Beim kurzen Anflug auf den Kleinflugh­afen Le Bourget am Dienstag versuchte Favre, seine Mannschaft „auch mental vorzuberei­ten“. Sebastian Kehl warnte die Spieler davor, sich von der gespenstis­chen Atmosphäre runterzieh­en zu lassen. „Das ist ganz komisch. Das fühlt sich manchmal an wie so ein Abschlusst­raining“, sagte der Lizenzspie­lerchef: „Aber wir sehen uns gewappnet.“

Welche Mannschaft besser den Schalter umlegen kann, wer besser mit den Umständen klarkommt, wird sich wohl durchsetze­n. PSG mit dem Ex-BVB-Trainer Tuchel fehlt zwar der Heimvortei­l, allerdings wird auch keine störende Unruhe aufkommen – Tuchel steht unter enormem Druck der katarische­n Investoren. Coronaviru­s hin oder her: „Für sie bricht die Welt zusammen, wenn sie ausscheide­n“, stichelte Hans-Joachim Watzke. Der Dortmunder Geschäftsf­ührer sieht den BVB „psychologi­sch im Vorteil, der Druck ist maximal auf Paris“. Doch nicht nur das: Seine Mannschaft spielt derzeit in Topform, das 2:1 im Hinspiel ist ein kleines Plus. „Wir können gerne 7:6 verlieren“, spaßte Abwehrchef Mats Hummels. Das würde schließlic­h reichen.

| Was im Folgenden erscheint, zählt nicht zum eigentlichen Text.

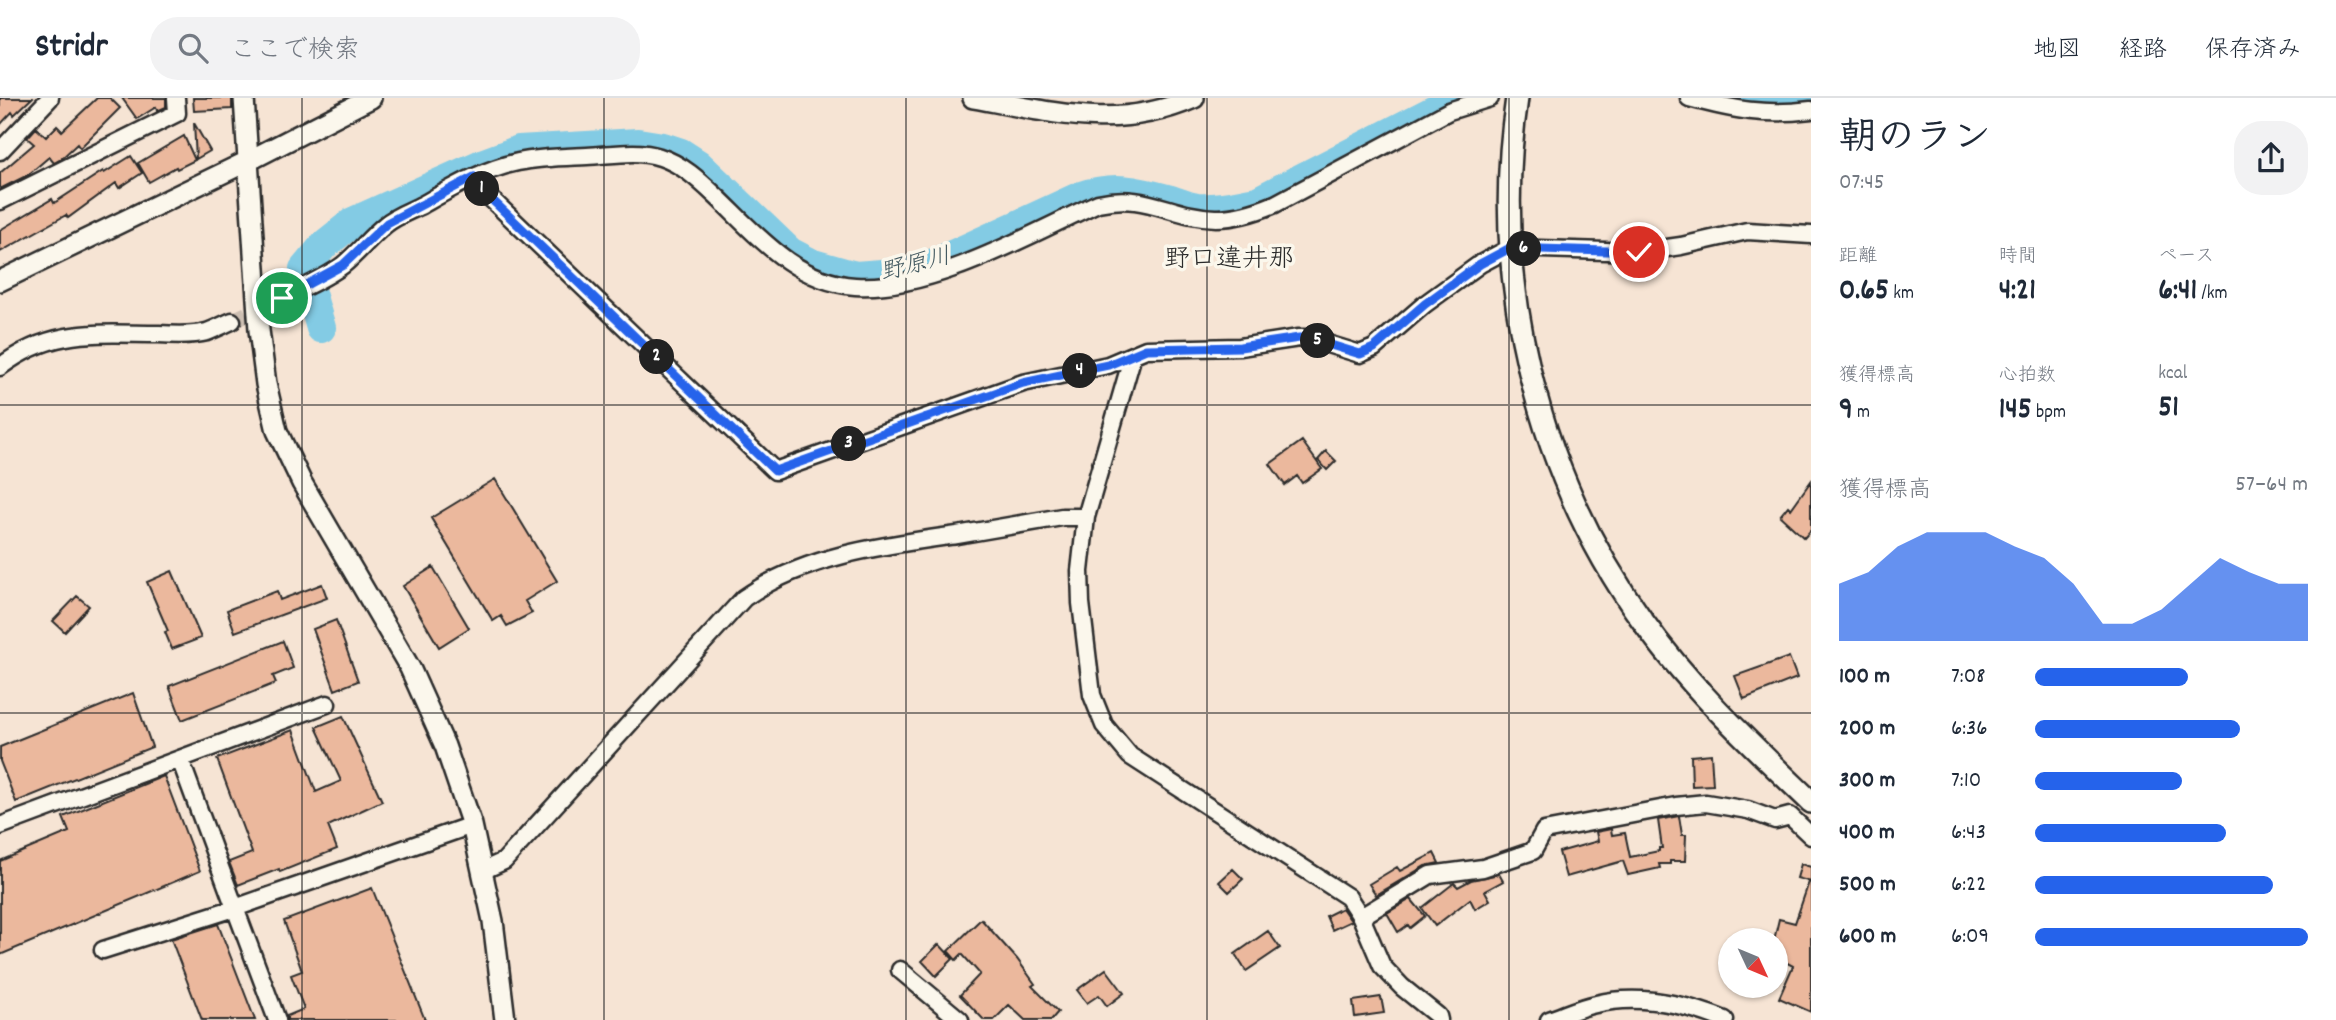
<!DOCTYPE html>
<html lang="ja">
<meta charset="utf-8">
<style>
body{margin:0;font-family:Dekko,"Klee One",sans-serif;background:#f2f2f3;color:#1f2937;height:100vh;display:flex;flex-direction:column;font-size:26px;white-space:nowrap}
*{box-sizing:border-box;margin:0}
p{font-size:23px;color:#747a83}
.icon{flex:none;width:38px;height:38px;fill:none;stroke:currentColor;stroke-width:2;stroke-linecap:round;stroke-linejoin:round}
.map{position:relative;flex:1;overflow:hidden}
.drawer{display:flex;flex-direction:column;background:#fff;width:525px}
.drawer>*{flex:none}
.needle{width:46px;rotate:134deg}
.fabs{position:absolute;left:1718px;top:830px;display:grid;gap:14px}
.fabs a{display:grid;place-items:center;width:70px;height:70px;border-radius:50%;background:#fff;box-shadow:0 2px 5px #0004;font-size:35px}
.pin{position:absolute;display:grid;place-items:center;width:60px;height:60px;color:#fff;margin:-30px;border:4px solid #fff;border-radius:50%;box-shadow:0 2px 7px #0007}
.km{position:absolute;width:35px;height:35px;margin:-18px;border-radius:50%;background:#222;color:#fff;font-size:19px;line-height:35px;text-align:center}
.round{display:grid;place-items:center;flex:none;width:74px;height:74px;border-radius:28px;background:#f2f2f3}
.headline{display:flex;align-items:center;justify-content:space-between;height:119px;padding:0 28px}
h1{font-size:38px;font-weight:700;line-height:52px}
.metrics{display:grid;grid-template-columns:repeat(3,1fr);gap:10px;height:119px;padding:7px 28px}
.metrics div{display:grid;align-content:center}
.metrics b{font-size:30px;font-weight:700}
.metrics small{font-size:19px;font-weight:400}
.metrics p{font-size:19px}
.chart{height:196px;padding:14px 28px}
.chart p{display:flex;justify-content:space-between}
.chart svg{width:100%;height:126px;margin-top:7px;fill:#2563eb;opacity:.7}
ul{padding:0 28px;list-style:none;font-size:23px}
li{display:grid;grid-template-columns:112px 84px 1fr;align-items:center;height:52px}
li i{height:18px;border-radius:9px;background:#2563eb}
header{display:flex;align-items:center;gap:42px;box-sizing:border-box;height:98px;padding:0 35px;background:#fff;border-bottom:2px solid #e0e1e3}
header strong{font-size:33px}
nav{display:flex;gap:38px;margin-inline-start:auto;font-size:24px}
.search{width:490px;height:63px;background:#f2f2f3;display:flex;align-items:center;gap:18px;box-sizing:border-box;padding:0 24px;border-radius:28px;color:#747a83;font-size:26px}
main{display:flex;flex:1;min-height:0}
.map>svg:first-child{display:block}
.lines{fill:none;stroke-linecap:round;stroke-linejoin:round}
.river{stroke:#83cbe4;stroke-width:30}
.building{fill:#ebb89d;stroke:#2b2b2b;stroke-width:2}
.minor-tunnel{stroke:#cdbfb2;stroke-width:16;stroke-dasharray:16 8;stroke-linecap:butt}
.minor-casing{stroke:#2b2b2b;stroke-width:21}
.tertiary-casing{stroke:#2b2b2b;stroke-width:24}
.secondary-casing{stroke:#2b2b2b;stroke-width:26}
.minor{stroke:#fbf7ec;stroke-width:16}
.tertiary{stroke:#fbf7ec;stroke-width:19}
.secondary{stroke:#fbf7ec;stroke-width:21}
.route-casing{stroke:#fff;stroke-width:14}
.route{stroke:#2563eb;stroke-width:9}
.grid{fill:none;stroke:#2b2b2b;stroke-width:2;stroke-opacity:0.55}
.labels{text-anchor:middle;stroke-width:7;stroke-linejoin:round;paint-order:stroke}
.water-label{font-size:24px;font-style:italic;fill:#455b62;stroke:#fbf7ec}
.quarter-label{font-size:26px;fill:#2b2b2b;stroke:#fbf7ec}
</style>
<header>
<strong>Stridr</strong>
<div class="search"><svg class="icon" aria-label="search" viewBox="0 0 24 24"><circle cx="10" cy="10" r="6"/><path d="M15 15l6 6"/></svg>ここで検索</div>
<nav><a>地図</a><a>経路</a><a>保存済み</a></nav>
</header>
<main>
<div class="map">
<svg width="1811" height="922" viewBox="0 0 1811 922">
<rect width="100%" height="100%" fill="#f6e4d4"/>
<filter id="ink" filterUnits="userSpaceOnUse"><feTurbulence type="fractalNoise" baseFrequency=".0143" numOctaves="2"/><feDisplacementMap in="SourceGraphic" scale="14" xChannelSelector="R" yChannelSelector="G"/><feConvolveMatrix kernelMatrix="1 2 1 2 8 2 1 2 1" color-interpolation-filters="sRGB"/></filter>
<g filter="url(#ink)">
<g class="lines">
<path class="river" d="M 1726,0 C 1758,7 1779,9 1811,3
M 321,230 L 304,171 L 324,147 L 353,124 L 484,65 L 519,52 L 638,45 L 663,49 L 681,55 L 698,66 L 790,154 L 813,166 L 855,178 L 909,174 L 937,164 L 1081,98 C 1116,87 1137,93 1171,102 C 1180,105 1189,109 1197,110 C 1217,112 1238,106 1257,103 L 1458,0"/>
</g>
<path class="building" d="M 0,0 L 32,0 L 14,17 L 12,14 L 0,27 Z
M 97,0 L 110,0 L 120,10 L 80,50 L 77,46 L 61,61 L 54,65 L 49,59 L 28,77 L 0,91 L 0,75 L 34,46 L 27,40 L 36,30 L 46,39 L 57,28 L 62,33 Z
M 122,0 L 166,0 L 166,9 L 157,13 L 156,9 L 137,21 Z
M 193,0 L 232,0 L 232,11 L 194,13 Z
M 194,25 L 210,53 L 196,61 Z
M 184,38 L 195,62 L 177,71 L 176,69 L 149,84 L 138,65 Z
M 131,58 L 142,75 L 119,90 L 116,85 L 68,120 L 66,117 L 0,154 L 0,132 L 52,101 L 54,105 L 103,73 L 104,75 Z
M 1302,343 L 1322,371 L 1302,385 L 1297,378 L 1285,387 L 1270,366 Z
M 1326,353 L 1336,363 L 1327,372 L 1318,362 Z
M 495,381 L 557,483 L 525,503 L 532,515 L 507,528 L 501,518 L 493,523 L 431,420 Z
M 1811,383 L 1811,432 L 1804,440 L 1780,418 L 1788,408 L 1791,411 Z
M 433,469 L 469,530 L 439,549 L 403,488 Z
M 172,473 L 201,540 L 172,551 L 165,534 L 168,533 L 147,484 Z
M 322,486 L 327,500 L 235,534 L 227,512 L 277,493 L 280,502 Z
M 77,498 L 89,508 L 65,534 L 53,523 Z
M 336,522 L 358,583 L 335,592 L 313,531 Z
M 283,543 L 293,570 L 273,578 L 276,585 L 182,622 L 169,588 Z
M 1789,559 L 1797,580 L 1744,601 L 1735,578 Z
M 133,595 L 152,649 L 16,704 L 0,663 L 0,649 Z
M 343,618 L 382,703 L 328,728 L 337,751 L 280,774 L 279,771 L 238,787 L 229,764 L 252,755 L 217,661 L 293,632 L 316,694 L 341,683 L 316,629 Z
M 1711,656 L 1713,687 L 1692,688 L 1691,658 Z
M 164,678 L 200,773 L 0,857 L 0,763 L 69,734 L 63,719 Z
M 1679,718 L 1682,737 L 1686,737 L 1685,763 L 1670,763 L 1670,766 L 1659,766 L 1660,770 L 1628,777 L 1623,763 L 1566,779 L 1559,754 L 1598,743 L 1596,734 L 1611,731 L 1612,737 L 1625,735 L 1630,759 L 1659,753 L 1659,750 L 1662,750 L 1658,722 Z
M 1434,755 L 1439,765 L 1425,768 L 1376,797 L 1369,786 L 1397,769 L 1400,773 Z
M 1801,766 L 1811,769 L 1811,784 L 1797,780 Z
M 1233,771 L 1243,781 L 1229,794 L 1219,784 Z
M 1499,776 L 1503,783 L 1485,793 L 1490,802 L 1475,811 L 1470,801 L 1435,828 L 1422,810 L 1454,785 L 1458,789 L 1471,782 Z
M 1809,784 L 1811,785 L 1811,914 L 1779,900 L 1793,868 L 1776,859 L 1776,842 L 1774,842 L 1779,821 L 1795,825 Z
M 372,790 L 425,922 L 287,922 L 287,918 L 304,911 L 291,877 L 302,873 L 284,823 Z
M 1411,801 L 1425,818 L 1410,830 L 1408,827 L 1398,834 L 1387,815 Z
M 1342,810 L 1351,823 L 1332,832 L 1326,818 Z
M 981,821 L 1017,861 L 1035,886 L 1032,888 L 1058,914 L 1051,922 L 1025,922 L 1009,907 L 994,922 L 984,922 L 960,897 L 980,876 L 962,856 L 956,862 L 948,853 Z
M 218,826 L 255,922 L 202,922 L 171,841 Z
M 1268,833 L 1280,850 L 1246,873 L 1235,856 Z
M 939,846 L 953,861 L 936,878 L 922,863 Z
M 1106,871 L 1124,895 L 1107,908 L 1099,897 L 1087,905 L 1077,892 Z
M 1381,899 L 1384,915 L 1355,919 L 1353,903 Z"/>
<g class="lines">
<path class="minor-tunnel" d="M 232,223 L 282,200"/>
<defs>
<path id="minor" d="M 1689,0 C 1735,12 1764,18 1811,12
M 0,53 L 50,0
M 474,79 L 486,96 L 775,373 L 1023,285 L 1108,267 L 1146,251 L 1240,249 L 1299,240 L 1308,240 L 1360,256 L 1374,250 L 1425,206 L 1480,166 L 1510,150 L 1639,154 L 1681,148 L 1747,133 L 1811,137
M 0,103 L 177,15 L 176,0
M 282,200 C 302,190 325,181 343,167 C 358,155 370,139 385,127 C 395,118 410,113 422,107 C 452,90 484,71 518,64 C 541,59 564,59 587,58 C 611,57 637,51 660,59 C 682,66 699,82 716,98 C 756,136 795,184 855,188 C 932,193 1028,137 1098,105 C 1146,94 1171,119 1216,120 C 1237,120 1256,114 1275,106 L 1449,13 L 1490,0
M 1133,257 L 1086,419 L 1080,473 L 1081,505 L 1092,597 L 1104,627 L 1130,658 L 1348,799 L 1361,819 L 1382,868 L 1402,889 L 1438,918 L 1439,922
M 0,269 C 52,229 97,236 159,236 C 174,237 192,238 207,234 C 215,231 223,227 232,223
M 0,728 L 327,606
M 482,773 L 504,763 L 744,500 C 805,457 885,447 957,437 C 992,431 1027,425 1062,419 L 1086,419
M 1361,819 L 1430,777 L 1483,770 L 1533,753 L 1544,733 L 1676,708 L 1706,705 L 1748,712 L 1775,722 L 1790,718 L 1811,738
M 103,852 L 235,810 L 180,661
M 900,872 L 960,922
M 277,922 L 235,810 L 472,727
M 1549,922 C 1564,917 1580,909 1596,906 C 1638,896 1685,906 1725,922"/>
<path id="tertiary" d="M 244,0 L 259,232 L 266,286 L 277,333 L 302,385 L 410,570 L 445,648 L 472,727 L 493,823 L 505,922
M 973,0 C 1053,14 1116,34 1194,0
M 0,183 L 250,62 L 371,0"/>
<path id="secondary" d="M 1517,0 C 1490,180 1536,374 1642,522 C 1690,590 1751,646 1811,704"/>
</defs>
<use href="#minor" class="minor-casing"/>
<use href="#tertiary" class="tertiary-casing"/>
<use href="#secondary" class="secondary-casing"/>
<use href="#minor" class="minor"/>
<use href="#tertiary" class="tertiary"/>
<use href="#secondary" class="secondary"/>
</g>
</g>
<g class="lines" filter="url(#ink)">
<defs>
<path id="route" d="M 282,200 L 343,167 L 387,125 L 474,79 L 486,96 L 775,373 L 1023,285 L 1108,267 L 1146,251 L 1240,249 L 1299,240 L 1308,240 L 1360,256 L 1374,250 L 1425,206 L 1480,166 L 1510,150 L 1639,154"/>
</defs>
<use href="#route" class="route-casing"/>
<use href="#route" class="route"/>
</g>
<path class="grid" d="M 302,0 L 302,922M 604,0 L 604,922M 906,0 L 906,922M 1207,0 L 1207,922M 1509,0 L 1509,922M 0,307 L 1811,307M 0,615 L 1811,615"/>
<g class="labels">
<g class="water-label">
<text transform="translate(915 165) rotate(-14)" y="8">野原川</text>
</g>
<g class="quarter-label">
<text x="1229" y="168">野口違井那</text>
</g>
</g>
</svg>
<div class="fabs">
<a><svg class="needle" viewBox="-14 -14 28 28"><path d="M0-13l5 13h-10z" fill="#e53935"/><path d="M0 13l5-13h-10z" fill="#747a83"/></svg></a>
</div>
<div class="pin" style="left:282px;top:200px;background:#1e9e55"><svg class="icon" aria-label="arrive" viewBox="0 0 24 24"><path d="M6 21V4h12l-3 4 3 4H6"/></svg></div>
<div class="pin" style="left:1639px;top:154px;background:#d93025"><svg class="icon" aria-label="check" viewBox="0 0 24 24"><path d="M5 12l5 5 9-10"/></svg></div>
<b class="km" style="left:482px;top:91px">1</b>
<b class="km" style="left:657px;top:259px">2</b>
<b class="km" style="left:849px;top:346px">3</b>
<b class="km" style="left:1080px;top:273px">4</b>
<b class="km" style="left:1318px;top:243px">5</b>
<b class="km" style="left:1524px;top:151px">6</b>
</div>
<section class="drawer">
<div class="headline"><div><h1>朝のラン</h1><p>07:45</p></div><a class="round"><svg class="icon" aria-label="share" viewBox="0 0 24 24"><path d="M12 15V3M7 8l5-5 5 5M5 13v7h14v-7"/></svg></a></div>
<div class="metrics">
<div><p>距離</p><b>0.65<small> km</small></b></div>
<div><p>時間</p><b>4:21</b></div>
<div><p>ペース</p><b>6:41<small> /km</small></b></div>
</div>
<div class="metrics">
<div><p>獲得標高</p><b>9<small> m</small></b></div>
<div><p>心拍数</p><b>145<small> bpm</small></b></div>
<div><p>kcal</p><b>51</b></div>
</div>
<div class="chart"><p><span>獲得標高</span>57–64 m</p>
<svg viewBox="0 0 160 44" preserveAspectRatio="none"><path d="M0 44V24L10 20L20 11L30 6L40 6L50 6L60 11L70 15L80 24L90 38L100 38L110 33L120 24L130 15L140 20L150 24L160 24V44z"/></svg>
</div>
<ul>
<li><b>100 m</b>7:08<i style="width:56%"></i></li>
<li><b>200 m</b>6:36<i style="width:75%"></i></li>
<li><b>300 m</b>7:10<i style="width:54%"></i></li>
<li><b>400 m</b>6:43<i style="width:70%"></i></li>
<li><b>500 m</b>6:22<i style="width:87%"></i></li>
<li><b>600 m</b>6:09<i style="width:100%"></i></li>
</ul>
</section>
</main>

Emre Can, das neue „Mentalität­smonster“der Dortmunder, fordert einen Wechsel in der Eigenwahrn­ehmung. „Wir müssen es aus den Köpfen kriegen, dass man sagt: Im Achtelfina­le ist für uns meistens Schluss“, forderte der Nationalsp­ieler energisch. „Wir müssen an uns glauben und als Einheit auftreten. So wie vor drei Wochen im Hinspiel.“

Da war von der 500-Millionen-Euro-Offensive der Franzosen, die womöglich auf Weltmeiste­r Kylian Mbappe verzichten müssen (er verpasste wegen einer Angina das Abschlusst­raining), herzlich wenig zu sehen. Can setzte mit einem eisenharte­n Zweikampf gegen Neymar früh ein Zeichen und will wieder vorangehen. „Gegen solche Mannschaft­en muss man von Anfang an zeigen, dass man keine Angst hat“, sagte er. Hummels vertraut der „idealen Mixtur aus Arbeitern und Künstlern“, er will aber „unser Auswärtsge­sicht verstecken“– im Stadion des Gegners tat sich der BVB manches Mal schwer.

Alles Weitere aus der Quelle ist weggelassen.